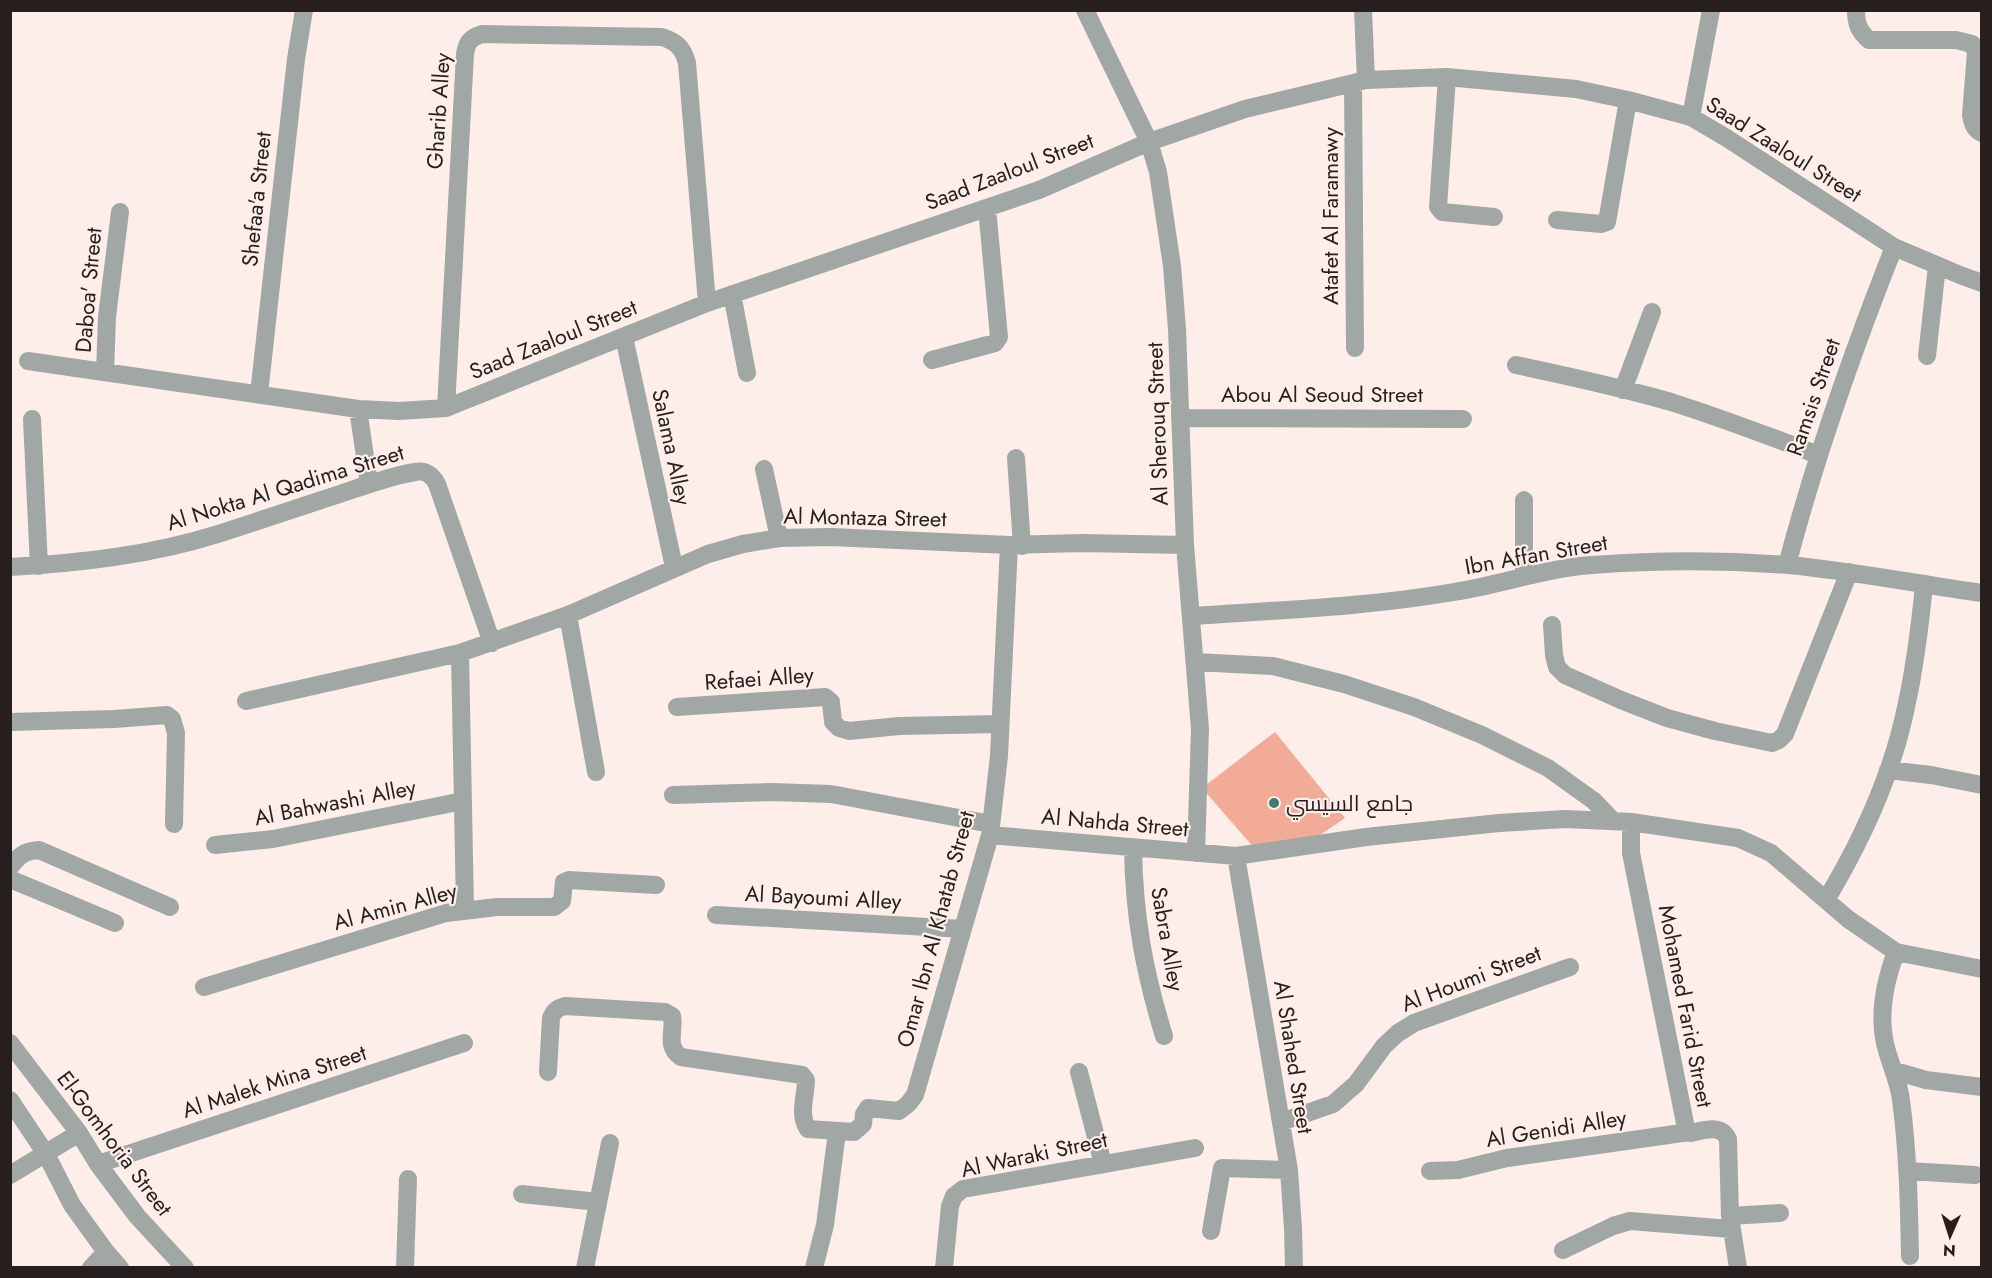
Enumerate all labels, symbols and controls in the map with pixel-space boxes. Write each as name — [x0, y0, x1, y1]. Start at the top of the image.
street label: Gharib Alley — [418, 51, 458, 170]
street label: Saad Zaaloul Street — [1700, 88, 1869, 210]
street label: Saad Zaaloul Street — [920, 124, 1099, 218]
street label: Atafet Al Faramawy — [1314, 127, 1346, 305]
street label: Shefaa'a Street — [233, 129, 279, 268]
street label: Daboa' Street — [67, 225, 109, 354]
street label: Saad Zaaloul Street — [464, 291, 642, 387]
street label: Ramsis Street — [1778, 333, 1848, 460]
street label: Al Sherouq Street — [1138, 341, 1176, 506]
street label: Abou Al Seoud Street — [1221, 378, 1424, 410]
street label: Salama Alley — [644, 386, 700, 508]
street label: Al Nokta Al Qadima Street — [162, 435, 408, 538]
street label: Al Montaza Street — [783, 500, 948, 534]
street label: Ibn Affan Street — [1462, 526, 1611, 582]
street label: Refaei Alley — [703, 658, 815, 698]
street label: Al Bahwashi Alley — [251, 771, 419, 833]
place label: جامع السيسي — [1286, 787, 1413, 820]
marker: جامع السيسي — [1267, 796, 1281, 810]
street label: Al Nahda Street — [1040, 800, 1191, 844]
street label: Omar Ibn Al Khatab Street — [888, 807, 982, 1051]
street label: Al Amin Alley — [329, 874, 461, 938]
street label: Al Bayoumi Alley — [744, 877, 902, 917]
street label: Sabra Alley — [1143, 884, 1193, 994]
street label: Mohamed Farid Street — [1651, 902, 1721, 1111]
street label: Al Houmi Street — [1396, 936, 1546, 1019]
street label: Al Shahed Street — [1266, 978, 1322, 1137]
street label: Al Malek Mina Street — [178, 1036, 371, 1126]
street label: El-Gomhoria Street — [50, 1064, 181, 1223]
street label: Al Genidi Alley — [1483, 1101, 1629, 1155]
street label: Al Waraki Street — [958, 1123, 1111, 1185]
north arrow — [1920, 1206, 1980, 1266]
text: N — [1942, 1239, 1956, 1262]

### What is expected:
Set down every record exactly, without the pictures.

### Written reply:
Enumerate all labels, symbols and controls in the map with pixel-space boxes. Write each as name — [x0, y0, x1, y1]. Start at the top of the image.
street label: Gharib Alley — [418, 51, 458, 170]
street label: Saad Zaaloul Street — [1700, 88, 1869, 210]
street label: Saad Zaaloul Street — [920, 124, 1099, 218]
street label: Atafet Al Faramawy — [1314, 127, 1346, 305]
street label: Shefaa'a Street — [233, 129, 279, 268]
street label: Daboa' Street — [67, 225, 109, 354]
street label: Saad Zaaloul Street — [464, 291, 642, 387]
street label: Ramsis Street — [1778, 333, 1848, 460]
street label: Al Sherouq Street — [1138, 341, 1176, 506]
street label: Abou Al Seoud Street — [1221, 378, 1424, 410]
street label: Salama Alley — [644, 386, 700, 508]
street label: Al Nokta Al Qadima Street — [162, 435, 408, 538]
street label: Al Montaza Street — [783, 500, 948, 534]
street label: Ibn Affan Street — [1462, 526, 1611, 582]
street label: Refaei Alley — [703, 658, 815, 698]
street label: Al Bahwashi Alley — [251, 771, 419, 833]
place label: جامع السيسي — [1286, 787, 1413, 820]
marker: جامع السيسي — [1267, 796, 1281, 810]
street label: Al Nahda Street — [1040, 800, 1191, 844]
street label: Omar Ibn Al Khatab Street — [888, 807, 982, 1051]
street label: Al Amin Alley — [329, 874, 461, 938]
street label: Al Bayoumi Alley — [744, 877, 902, 917]
street label: Sabra Alley — [1143, 884, 1193, 994]
street label: Mohamed Farid Street — [1651, 902, 1721, 1111]
street label: Al Houmi Street — [1396, 936, 1546, 1019]
street label: Al Shahed Street — [1266, 978, 1322, 1137]
street label: Al Malek Mina Street — [178, 1036, 371, 1126]
street label: El-Gomhoria Street — [50, 1064, 181, 1223]
street label: Al Genidi Alley — [1483, 1101, 1629, 1155]
street label: Al Waraki Street — [958, 1123, 1111, 1185]
north arrow — [1920, 1206, 1980, 1266]
text: N — [1942, 1239, 1956, 1262]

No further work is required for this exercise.